How does “absorption” spectroscopy work?
Let us consider the absorption of light by matter. This is closely related to quantum mechanics. Solving the equations of quantum mechanics that relate to the electrons in an atom gives a model, like that shown here in which the electrons have discrete energy states. E0 is called the "ground state" and E1, E2, etc., are called "excited states". In order for an electron to switch from E0 to E1, light with an energy of (E1 - E0) must strike the electron. This is the "absorption" of light. Electrons have particular energy levels, and rays of ultraviolet and visible light have the energy to change the energy states of the electrons.
Because the higher energy state, E1, is unstable, the electron soon returns to the ground state, E0. The energy discharged when the electron returns from E1 to E0 (E1 - E0) is converted to heat. If, for some reason, it is not converted to heat, the energy is discharged as light.
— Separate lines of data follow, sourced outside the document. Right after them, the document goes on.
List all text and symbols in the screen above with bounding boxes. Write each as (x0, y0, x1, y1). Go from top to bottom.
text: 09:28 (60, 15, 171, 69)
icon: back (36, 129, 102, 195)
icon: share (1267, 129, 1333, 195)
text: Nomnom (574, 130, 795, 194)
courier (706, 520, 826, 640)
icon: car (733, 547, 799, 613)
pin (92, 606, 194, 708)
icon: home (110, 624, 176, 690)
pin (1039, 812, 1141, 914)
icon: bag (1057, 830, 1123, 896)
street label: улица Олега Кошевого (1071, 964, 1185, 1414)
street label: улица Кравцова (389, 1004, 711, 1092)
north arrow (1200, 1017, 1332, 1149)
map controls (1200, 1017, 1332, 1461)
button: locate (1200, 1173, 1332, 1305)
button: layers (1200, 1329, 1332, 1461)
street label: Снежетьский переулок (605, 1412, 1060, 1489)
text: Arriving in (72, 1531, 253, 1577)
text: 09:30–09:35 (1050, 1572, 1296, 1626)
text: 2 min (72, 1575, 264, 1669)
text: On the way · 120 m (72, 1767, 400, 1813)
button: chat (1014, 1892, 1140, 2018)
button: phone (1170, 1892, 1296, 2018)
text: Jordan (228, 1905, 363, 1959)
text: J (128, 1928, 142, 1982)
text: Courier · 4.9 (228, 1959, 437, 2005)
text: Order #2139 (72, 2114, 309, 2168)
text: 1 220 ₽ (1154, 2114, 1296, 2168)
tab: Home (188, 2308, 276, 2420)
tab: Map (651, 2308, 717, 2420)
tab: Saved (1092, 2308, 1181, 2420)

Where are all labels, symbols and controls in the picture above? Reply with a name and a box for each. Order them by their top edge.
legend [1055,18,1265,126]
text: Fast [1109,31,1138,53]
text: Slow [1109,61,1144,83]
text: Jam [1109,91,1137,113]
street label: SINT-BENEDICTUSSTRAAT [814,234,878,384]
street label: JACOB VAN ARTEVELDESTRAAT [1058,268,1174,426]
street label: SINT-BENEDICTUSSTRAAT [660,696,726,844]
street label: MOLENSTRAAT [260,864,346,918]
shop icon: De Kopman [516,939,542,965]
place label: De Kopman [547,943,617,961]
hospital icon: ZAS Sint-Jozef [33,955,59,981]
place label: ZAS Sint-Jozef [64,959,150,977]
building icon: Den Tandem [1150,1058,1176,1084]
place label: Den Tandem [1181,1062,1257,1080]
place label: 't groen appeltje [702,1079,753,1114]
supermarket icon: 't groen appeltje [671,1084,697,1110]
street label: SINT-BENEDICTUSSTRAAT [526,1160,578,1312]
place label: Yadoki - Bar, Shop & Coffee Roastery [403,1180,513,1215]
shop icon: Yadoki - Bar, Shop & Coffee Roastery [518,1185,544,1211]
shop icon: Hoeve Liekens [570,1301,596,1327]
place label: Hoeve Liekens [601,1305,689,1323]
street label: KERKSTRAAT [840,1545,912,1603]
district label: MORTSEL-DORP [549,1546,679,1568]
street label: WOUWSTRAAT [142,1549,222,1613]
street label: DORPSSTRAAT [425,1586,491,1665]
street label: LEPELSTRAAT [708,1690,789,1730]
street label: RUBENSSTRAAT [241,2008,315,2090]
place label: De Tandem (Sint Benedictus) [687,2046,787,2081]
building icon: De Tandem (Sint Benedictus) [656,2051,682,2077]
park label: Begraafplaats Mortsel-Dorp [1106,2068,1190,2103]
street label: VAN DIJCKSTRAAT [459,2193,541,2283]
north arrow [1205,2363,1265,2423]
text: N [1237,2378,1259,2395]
The phenomenon of light emission is well known as fluorescence or phosphorescence.
In relation to quantitative measurement performed with spectroscopy, the consequence of this phenomenon is that there is a large amount of absorption if a large number of target molecules exist in a solution, and only a small amount of absorption if there is only a small number of target molecules. Obtaining the quantity, and thereby the concentration, of a substance from the degree of absorption is the fundamental principle behind quantitative measurement.